The authors’ original words do their work more justice than any book review I write, and when grouped together, the quotes become atmospheric of the state they are set in. I hope you enjoy this addition of a “Favorite Quotes” series to my Andrea Reads America coverage.

Housekeeping by Marilynne Robinson

From Housekeeping by Marilynne Robinson

“He had grown up in the Middle West, in a house dug out of the ground, with windows just at earth level and just at eye level, so that from without, the house was a mere mound, no more a human stronghold than a grave.”

“So the wind that billowed her sheets announced to her the resurrection of the ordinary.”

“Sometimes the sun would be warm enough to send a thick sheet of snow sliding off the roof, and sometimes the fir trees would shrug, and the snow would fall with surprisingly loud and earthy thuds, which would terrify my great-aunts.”

“Sylvie believed in stern solvents, and most of all in air. It was for the sake of air that she opened doors and windows.”

“There the wind would be, quenching the warmth out of the air before the light was gone, raising the hairs on our arms and necks with its smell of frost and water and deep shade.”

“It seemed to me that if she could remain transient here, she would not have to leave.”

“Sylvie was often at the lake. Sometimes she came home with fish in her pockets.”

“The frost is so thick that the grass cracks when you step on it.”

“Lot’s wife was salt and barren, because she was full of loss and mourning, and looked back.”

“What with the lake and the railroads, and what with blizzards and floods and barn fires and forest fires and the general availability of shotguns and bear traps and homemade liquor and dynamite, what with the prevalence of loneliness and religion and the rages and ecstasies they induce, and the closeness of families, violence was inevitable.”

“Now truly we were cast out to wander, and there was an end to housekeeping.”

The Jailing of Cecelia Capture by Janet Campbell Hale

From The Jailing of Cecelia Capture by Janet Campbell Hale

“‘Not poor? How can you sit there and say that with a straight face? Why I remember your momma told my momma once that your daddy got drunk and spent his paycheck and you had to pick up beer bottles alongside the road for lunch money and you had holes in the bottoms of your shoes. You had to line them with newspapers. If that ain’t poor, I sure don’t know what is.'”

“She had been the daughter of a half-insane, mean old woman and an ineffective alcoholic father, and she had grown up poor and unwanted. She had been an unmarried welfare mother and finally become a drunk herself.”

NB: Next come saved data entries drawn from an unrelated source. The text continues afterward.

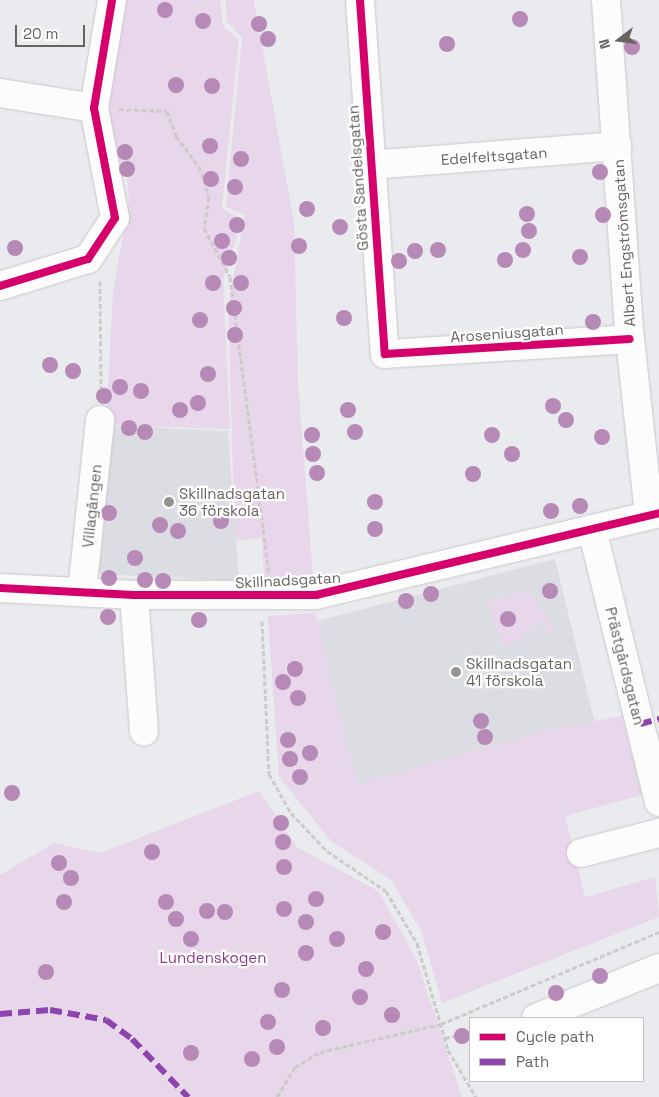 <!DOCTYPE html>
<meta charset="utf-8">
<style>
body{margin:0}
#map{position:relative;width:659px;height:1097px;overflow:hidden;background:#eaebee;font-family:"Space Grotesk",sans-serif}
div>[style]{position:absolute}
.education>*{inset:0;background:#dcdde3}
.green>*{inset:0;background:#e8d6ea}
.path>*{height:3px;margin-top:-1.5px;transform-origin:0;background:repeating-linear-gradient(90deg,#cecacc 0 5px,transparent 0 7.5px)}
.roads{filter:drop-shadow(0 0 1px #c8c8c9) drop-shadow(0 0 1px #c8c8c9)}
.minor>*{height:28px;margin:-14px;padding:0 14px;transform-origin:14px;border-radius:14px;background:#fcfcfc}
.quiet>*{height:6px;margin-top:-3px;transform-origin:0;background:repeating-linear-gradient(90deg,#8e44ad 0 12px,transparent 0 18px)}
.cycleway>*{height:8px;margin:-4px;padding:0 4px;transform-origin:4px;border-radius:4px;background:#d6006c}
.trees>*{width:16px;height:16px;margin:-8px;border-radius:50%;background:#b689b7}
.dots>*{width:14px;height:14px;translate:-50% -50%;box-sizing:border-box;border:2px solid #fff;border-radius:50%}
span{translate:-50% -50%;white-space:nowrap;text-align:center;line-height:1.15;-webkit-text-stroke:4.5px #fff;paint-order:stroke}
.street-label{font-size:15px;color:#67635f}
.poi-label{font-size:15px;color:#67635f}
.left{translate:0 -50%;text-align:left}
.park-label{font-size:15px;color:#8c398a}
.legend{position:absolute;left:469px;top:1017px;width:175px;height:65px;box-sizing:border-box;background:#fff;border:1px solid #c2c1bf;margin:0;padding:6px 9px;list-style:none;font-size:15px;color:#67635f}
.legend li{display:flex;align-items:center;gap:10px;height:25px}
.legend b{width:25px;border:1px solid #c2c1bf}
.north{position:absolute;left:594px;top:15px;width:50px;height:50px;-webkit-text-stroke:4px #fff;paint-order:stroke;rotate:255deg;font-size:14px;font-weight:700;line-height:20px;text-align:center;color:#67635f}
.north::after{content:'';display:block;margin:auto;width:18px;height:22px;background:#67635f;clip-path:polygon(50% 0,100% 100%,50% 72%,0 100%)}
.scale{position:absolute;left:15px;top:25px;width:70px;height:22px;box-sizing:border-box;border:2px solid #67635f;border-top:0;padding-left:6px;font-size:15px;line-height:18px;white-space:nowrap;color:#67635f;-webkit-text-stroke:4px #fff;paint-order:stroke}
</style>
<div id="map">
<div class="education">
<div style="clip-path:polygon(113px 426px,228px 431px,239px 581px,99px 574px)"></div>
<div style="clip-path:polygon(555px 559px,595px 724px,357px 784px,317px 621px)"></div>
</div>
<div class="green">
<div style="clip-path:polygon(124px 0,220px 0,223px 26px,239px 40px,222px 208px,242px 220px,223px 280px,230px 429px,106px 425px,113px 292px,129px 200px,127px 176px,97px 112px)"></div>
<div style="clip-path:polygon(225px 0,254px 0,294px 223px,298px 382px,313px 576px,264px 578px,262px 538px,235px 541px,228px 306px,245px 215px,226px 207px,242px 37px,227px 22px)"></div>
<div style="clip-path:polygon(519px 591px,534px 599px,556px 630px,551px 632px,543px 623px,534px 623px,522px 640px,502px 645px,487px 603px)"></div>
<div style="clip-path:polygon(315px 613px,357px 784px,548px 730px,622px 716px,642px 795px,565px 816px,585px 897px,655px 877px,659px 917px,442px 1003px,421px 930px,390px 879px,331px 841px,279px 777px,268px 616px)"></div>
<div style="clip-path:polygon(259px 791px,297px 847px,378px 891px,416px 958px,462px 1097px,0 1097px,0 875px,54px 843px,100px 853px)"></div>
</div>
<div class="path">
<div style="left:119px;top:109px;width:48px;rotate:2.4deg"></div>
<div style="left:167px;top:111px;width:27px;rotate:70deg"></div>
<div style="left:176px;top:136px;width:38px;rotate:53deg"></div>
<div style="left:199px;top:166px;width:33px;rotate:72deg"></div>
<div style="left:209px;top:197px;width:31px;rotate:99deg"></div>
<div style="left:204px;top:228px;width:55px;rotate:62deg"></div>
<div style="left:230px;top:277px;width:298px;rotate:82.5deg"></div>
<div style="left:100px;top:281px;width:116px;rotate:89.5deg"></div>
<div style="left:262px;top:621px;width:153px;rotate:87.4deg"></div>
<div style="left:269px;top:774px;width:45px;rotate:60.6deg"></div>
<div style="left:291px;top:813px;width:52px;rotate:46.5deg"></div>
<div style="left:327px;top:851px;width:71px;rotate:34.1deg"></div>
<div style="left:386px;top:891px;width:61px;rotate:59.2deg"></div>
<div style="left:417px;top:943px;width:111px;rotate:73.8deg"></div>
<div style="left:448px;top:1050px;width:55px;rotate:59.2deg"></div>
<div style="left:445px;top:1038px;width:26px;rotate:-13deg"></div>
<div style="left:277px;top:1097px;width:35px;rotate:-59deg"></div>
<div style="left:295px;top:1067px;width:29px;rotate:-31deg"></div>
<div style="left:320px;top:1052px;width:124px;rotate:-13deg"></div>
<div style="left:441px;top:1024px;width:237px;rotate:-22.9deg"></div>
</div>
<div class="roads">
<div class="minor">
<div style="left:360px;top:0;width:355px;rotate:86deg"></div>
<div style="left:385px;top:354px;width:245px;rotate:-3.5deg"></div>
<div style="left:606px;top:0;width:340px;rotate:86deg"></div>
<div style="left:630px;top:339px;width:177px;rotate:83.8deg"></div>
<div style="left:0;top:93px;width:95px;rotate:9.1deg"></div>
<div style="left:371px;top:165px;width:247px;rotate:-4.4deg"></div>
<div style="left:0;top:286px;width:92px;rotate:-17.1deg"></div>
<div style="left:88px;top:259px;width:49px;rotate:-56.6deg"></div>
<div style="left:115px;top:218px;width:112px;rotate:-100.8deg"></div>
<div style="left:94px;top:108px;width:109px;rotate:-80.5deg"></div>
<div style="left:592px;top:529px;width:281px;rotate:76.2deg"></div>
<div style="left:0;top:588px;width:134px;rotate:3deg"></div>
<div style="left:134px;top:595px;width:182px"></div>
<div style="left:316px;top:595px;width:353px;rotate:-13.4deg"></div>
<div style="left:82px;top:592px;width:173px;rotate:-84deg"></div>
<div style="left:134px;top:595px;width:137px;rotate:85.8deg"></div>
<div style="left:581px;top:853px;width:81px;rotate:-14.4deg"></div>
<div style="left:536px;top:1018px;width:133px;rotate:-22.1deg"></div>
</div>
</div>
<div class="quiet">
<div style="left:640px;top:724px;width:20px;rotate:-15deg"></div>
<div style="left:0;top:1014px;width:50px;rotate:-4.6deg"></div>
<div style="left:50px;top:1010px;width:57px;rotate:10.1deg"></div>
<div style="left:106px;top:1020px;width:32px;rotate:36deg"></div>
<div style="left:132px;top:1039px;width:81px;rotate:46deg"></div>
</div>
<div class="cycleway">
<div style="left:360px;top:0;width:355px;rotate:86deg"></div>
<div style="left:385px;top:354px;width:245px;rotate:-3.5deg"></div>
<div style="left:0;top:286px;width:92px;rotate:-17.1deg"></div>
<div style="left:88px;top:259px;width:49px;rotate:-56.6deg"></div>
<div style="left:115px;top:218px;width:112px;rotate:-100.8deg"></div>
<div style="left:94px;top:108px;width:109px;rotate:-80.5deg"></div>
<div style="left:0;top:588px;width:134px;rotate:3deg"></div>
<div style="left:134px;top:595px;width:182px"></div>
<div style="left:316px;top:595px;width:353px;rotate:-13.4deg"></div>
</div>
<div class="trees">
<div style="left:165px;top:10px"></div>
<div style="left:520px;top:19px"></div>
<div style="left:203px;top:21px"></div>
<div style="left:259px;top:24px"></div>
<div style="left:268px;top:39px"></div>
<div style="left:447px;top:44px"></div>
<div style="left:632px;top:47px"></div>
<div style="left:176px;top:85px"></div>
<div style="left:212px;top:86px"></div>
<div style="left:210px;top:146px"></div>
<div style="left:125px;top:152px"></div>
<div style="left:241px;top:159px"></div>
<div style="left:127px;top:169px"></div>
<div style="left:600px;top:172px"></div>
<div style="left:211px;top:179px"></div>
<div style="left:235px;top:187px"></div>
<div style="left:307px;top:209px"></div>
<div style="left:527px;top:214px"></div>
<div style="left:603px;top:215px"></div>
<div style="left:237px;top:225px"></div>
<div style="left:340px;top:227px"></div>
<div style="left:529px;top:231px"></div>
<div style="left:222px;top:241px"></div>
<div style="left:299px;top:246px"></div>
<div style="left:15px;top:248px"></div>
<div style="left:438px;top:250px"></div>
<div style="left:523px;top:250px"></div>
<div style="left:415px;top:251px"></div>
<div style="left:580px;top:257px"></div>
<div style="left:229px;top:258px"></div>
<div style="left:505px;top:260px"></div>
<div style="left:399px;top:261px"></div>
<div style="left:213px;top:283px"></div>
<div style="left:241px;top:283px"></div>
<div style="left:234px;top:308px"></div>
<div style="left:344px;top:318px"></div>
<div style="left:200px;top:320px"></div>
<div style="left:593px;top:322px"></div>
<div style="left:235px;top:335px"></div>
<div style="left:50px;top:365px"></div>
<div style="left:73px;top:371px"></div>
<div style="left:208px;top:374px"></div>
<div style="left:120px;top:387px"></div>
<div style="left:141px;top:391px"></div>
<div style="left:104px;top:396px"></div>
<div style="left:198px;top:403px"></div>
<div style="left:553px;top:406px"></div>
<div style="left:180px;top:410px"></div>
<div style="left:348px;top:410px"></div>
<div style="left:566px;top:420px"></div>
<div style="left:129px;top:428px"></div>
<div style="left:145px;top:432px"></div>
<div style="left:355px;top:432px"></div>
<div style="left:312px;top:435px"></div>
<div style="left:492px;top:435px"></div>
<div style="left:602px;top:437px"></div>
<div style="left:313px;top:454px"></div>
<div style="left:512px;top:454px"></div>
<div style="left:317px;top:473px"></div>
<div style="left:473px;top:474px"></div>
<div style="left:375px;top:502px"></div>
<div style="left:580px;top:506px"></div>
<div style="left:551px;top:511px"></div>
<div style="left:109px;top:513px"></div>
<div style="left:221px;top:521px"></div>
<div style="left:160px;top:525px"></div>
<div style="left:375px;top:529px"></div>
<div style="left:178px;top:531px"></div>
<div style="left:135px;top:558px"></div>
<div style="left:109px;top:578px"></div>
<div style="left:145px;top:580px"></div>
<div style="left:163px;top:581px"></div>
<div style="left:550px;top:591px"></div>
<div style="left:431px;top:594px"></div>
<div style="left:406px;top:601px"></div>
<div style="left:108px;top:617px"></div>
<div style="left:508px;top:619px"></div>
<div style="left:199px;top:620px"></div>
<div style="left:295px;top:669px"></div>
<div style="left:283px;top:682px"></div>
<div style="left:298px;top:698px"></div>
<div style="left:481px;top:721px"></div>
<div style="left:485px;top:737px"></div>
<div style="left:288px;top:740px"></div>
<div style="left:310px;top:753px"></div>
<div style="left:290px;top:759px"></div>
<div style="left:300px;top:777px"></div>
<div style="left:12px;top:793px"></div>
<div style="left:281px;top:823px"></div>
<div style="left:283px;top:842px"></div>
<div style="left:152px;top:852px"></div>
<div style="left:59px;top:863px"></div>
<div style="left:284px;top:867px"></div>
<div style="left:71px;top:878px"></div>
<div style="left:316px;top:899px"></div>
<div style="left:64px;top:902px"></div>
<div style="left:166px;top:902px"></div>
<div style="left:284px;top:909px"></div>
<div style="left:207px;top:911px"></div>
<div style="left:225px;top:912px"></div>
<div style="left:176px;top:919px"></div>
<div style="left:306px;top:922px"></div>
<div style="left:383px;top:932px"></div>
<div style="left:191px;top:939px"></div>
<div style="left:337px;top:939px"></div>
<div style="left:306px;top:953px"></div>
<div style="left:366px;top:969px"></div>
<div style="left:46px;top:972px"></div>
<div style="left:600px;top:976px"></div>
<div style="left:282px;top:990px"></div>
<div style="left:556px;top:993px"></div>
<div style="left:360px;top:997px"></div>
<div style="left:392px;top:1015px"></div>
<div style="left:268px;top:1022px"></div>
<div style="left:323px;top:1028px"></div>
<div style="left:462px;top:1036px"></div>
<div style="left:277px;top:1047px"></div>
<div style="left:191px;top:1053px"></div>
<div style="left:252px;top:1059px"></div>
</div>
<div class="dots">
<div style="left:169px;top:502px;background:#959391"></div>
<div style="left:456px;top:672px;background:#959391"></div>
</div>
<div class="street-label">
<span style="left:494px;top:156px;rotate:-4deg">Edelfeltsgatan</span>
<span style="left:358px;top:178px;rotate:-94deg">Gösta Sandelsgatan</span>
<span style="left:624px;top:243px;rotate:-94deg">Albert Engströmsgatan</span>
<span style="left:507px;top:333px;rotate:-4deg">Aroseniusgatan</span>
<span style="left:92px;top:506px;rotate:-84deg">Villagången</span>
<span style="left:288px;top:580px;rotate:-3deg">Skillnadsgatan</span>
<span style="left:625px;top:666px;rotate:76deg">Prästgårdsgatan</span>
</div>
<div class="poi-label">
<span class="left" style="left:179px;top:502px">Skillnadsgatan<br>36 förskola</span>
<span class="left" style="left:466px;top:672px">Skillnadsgatan<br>41 förskola</span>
</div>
<div class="park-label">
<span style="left:213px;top:958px">Lundenskogen</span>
</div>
<ul class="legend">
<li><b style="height:6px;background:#d6006c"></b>Cycle path</li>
<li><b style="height:6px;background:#8e44ad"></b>Path</li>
</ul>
<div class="north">N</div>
<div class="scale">20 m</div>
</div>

“She remembered the old man in the bar in the Mission District telling her, ‘We are the biggest tribe of all, us displaced ones, us urban Indians, us sidewalk redskins.'”

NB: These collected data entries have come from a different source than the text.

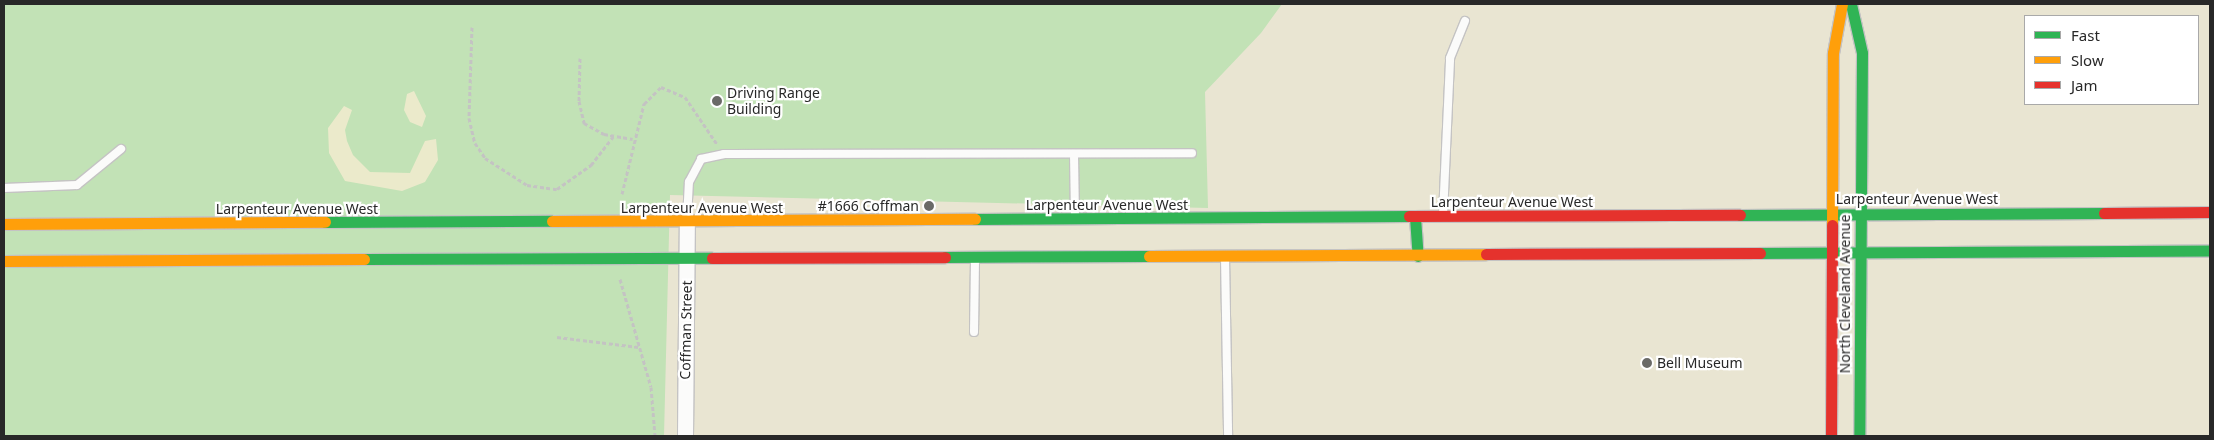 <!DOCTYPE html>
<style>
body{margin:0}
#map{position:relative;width:2214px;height:440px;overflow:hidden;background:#e6e4dd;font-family:"Noto Sans",sans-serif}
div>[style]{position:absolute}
.education>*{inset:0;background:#e9e5d2}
.green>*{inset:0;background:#c2e2b6}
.sand>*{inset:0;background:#ebeacb}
.path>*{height:3px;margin-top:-1.5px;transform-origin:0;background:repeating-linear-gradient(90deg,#c4c3c3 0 4px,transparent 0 6.5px)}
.roads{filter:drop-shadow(1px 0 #c4c3c3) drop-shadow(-1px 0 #c4c3c3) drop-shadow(0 1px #c4c3c3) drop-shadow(0 -1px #c4c3c3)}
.lane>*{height:8px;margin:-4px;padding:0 4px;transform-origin:4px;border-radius:4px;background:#fbfbfa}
.street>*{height:15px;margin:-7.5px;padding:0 7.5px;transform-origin:7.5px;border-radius:7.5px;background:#fbfbfa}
.fast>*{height:11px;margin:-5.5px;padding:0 5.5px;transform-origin:5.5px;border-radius:5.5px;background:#30b455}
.slow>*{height:11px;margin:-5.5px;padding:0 5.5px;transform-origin:5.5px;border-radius:5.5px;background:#ff9f0a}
.jam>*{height:11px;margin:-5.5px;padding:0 5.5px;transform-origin:5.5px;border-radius:5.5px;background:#e5322d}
.dots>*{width:14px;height:14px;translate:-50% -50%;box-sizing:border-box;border:2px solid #fff;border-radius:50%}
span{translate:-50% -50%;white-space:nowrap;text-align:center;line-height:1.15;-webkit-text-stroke:4.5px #fff;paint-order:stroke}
.poi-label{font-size:14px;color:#282828}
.left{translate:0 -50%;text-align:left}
.right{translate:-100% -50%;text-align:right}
.street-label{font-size:14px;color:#282828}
.frame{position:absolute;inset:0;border:5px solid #282828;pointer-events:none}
.legend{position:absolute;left:2024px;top:15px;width:175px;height:90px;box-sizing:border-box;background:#fff;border:1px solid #a9a9a9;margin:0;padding:6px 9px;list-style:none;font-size:15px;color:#282828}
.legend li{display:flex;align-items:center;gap:10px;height:25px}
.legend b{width:25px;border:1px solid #a9a9a9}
</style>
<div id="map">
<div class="education">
<i style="clip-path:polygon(evenodd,4px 4px,2210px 4px,2210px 436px,4px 436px,4px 4px,2025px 16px,2198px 16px,2198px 104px,2025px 104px,2025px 16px)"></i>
</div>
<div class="green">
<i style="clip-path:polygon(4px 4px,1282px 4px,1261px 33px,1205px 92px,1208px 208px,670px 195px,664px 436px,4px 436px)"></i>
</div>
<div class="sand">
<i style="clip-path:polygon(414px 91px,426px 116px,422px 127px,410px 122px,404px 110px,407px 94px)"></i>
<i style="clip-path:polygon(344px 106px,352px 110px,345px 130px,347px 141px,353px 155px,370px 172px,410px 173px,425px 141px,436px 139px,438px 160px,425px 182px,402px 191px,345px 181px,329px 153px,328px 128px)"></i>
</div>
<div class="path">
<i style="left:472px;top:27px;width:91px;rotate:91.9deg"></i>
<i style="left:469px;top:118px;width:26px;rotate:77deg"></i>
<i style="left:475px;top:143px;width:18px;rotate:56deg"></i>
<i style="left:485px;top:158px;width:50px;rotate:32.7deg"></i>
<i style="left:527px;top:185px;width:30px;rotate:8deg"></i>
<i style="left:557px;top:189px;width:42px;rotate:-35.2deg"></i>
<i style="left:591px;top:165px;width:37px;rotate:-52deg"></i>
<i style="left:580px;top:58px;width:43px;rotate:91.3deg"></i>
<i style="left:579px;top:101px;width:23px;rotate:77deg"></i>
<i style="left:584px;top:123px;width:23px;rotate:29deg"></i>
<i style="left:604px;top:134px;width:29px;rotate:10deg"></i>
<i style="left:622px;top:194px;width:93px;rotate:-76.3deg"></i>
<i style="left:644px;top:104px;width:24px;rotate:-45deg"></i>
<i style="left:661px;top:87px;width:26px;rotate:23deg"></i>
<i style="left:685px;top:97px;width:57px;rotate:55.8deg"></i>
<i style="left:620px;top:279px;width:112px;rotate:74deg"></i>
<i style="left:651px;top:387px;width:49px;rotate:85.3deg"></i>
<i style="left:557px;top:337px;width:82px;rotate:7deg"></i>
</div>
<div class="roads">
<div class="lane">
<i style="left:1074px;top:154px;width:62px;rotate:89.1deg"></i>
<i style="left:4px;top:188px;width:73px;rotate:-2.4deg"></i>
<i style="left:77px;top:185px;width:57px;rotate:-39.3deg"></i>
<i style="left:1443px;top:215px;width:157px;rotate:-87.4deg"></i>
<i style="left:1450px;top:58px;width:40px;rotate:-68deg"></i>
<i style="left:687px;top:219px;width:37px;rotate:-87deg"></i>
<i style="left:689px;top:182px;width:26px;rotate:-62deg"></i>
<i style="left:701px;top:159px;width:24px;rotate:-12deg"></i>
<i style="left:724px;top:154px;width:468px;rotate:-0.1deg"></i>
<i style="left:1225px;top:257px;width:179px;rotate:89deg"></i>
<i style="left:974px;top:332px;width:73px;rotate:-89.2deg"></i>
</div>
<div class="street">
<i style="left:685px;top:436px;width:212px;rotate:-89.5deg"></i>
</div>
<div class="fast">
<i style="left:1851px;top:4px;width:50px;rotate:77.3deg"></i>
<i style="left:1862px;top:53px;width:383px;rotate:90.4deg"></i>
<i style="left:1740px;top:215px;width:364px;rotate:-0.3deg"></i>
<i style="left:1415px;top:217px;width:39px;rotate:86deg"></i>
<i style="left:975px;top:219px;width:434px;rotate:-0.4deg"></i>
<i style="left:325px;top:222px;width:227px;rotate:-0.3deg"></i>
<i style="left:1760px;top:253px;width:450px;rotate:-0.3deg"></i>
<i style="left:945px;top:257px;width:204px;rotate:-0.3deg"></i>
<i style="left:364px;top:259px;width:348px;rotate:-0.2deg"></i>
</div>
<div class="slow">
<i style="left:552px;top:221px;width:423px;rotate:-0.3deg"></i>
<i style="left:4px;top:224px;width:321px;rotate:-0.4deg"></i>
<i style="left:1832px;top:225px;width:172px;rotate:-89.7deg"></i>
<i style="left:1833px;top:53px;width:50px;rotate:-79.6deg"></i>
<i style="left:1149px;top:256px;width:337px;rotate:-0.3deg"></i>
<i style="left:4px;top:261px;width:360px;rotate:-0.3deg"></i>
</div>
<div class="jam">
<i style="left:2104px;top:213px;width:106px;rotate:-0.5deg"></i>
<i style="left:1409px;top:216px;width:331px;rotate:-0.2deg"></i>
<i style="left:1486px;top:254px;width:274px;rotate:-0.2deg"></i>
<i style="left:712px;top:258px;width:233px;rotate:-0.2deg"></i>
<i style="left:1831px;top:436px;width:211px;rotate:-89.7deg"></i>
</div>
</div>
<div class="dots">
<i style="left:717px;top:101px;background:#6a6a67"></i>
<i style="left:929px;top:206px;background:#6a6a67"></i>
<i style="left:1647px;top:363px;background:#6a6a67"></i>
</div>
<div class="poi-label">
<span class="left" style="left:727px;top:101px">Driving Range<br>Building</span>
<span class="right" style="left:919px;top:206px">#1666 Coffman</span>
<span class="left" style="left:1657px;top:363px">Bell Museum</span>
</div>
<div class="street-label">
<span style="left:1917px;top:199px">Larpenteur Avenue West</span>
<span style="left:1512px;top:202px">Larpenteur Avenue West</span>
<span style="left:1107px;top:205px">Larpenteur Avenue West</span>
<span style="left:702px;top:208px">Larpenteur Avenue West</span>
<span style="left:297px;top:209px">Larpenteur Avenue West</span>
<span style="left:1845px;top:294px;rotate:-90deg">North Cleveland Avenue</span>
<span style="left:686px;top:330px;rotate:-89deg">Coffman Street</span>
</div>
<div class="frame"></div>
<ul class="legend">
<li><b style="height:6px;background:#30b455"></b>Fast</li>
<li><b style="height:6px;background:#ff9f0a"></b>Slow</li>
<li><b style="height:6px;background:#e5322d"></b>Jam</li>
</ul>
</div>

Train Dreams by Denis Johnson

From Train Dreams by Denis Johnson

“It was Saturday night, and in preparation for the evening a number of the railroad gang from Meadow Creek were gathered at the hole, bathing with their clothes on and sitting themselves out on the rocks to dry before the last of the daylight left the canyon.”

“He liked the grand size of things in the woods, the feeling of being lost and far away, and the sense he had that with so many trees as wardens, no danger could find him.”

“The moss on the shingled roof of her home curled and began to smoke faintly. The logs in the walls stressed and popped like large-bore cartridges going off. On the table by the stove a magazine curled, darkened, flamed, spiraled upward, and flew away page by page, burning and circling.”

“‘I know everything,’ Heinz sputtered and fumed, somewhat like an automobile himself, and said, ‘I’m God!’
Grainier thought about how to answer. Here seemed a conversation that could go no further.”

“‘In a civilized place, the widows don’t have much to say about who they marry. There’s too many running around without husbands. But here on the frontier, we’re at a premium. We can take who we want, though it’s not such a bargain. The trouble is you men are all worn down pretty early in life.'”

“God needs the hermit in the woods as much as He needs the man in the pulpit.”

“He very often wept in church. Living up the Moyea with plenty of small chores to distract him, he forgot he was a sad man. When the hymns began, he remembered.”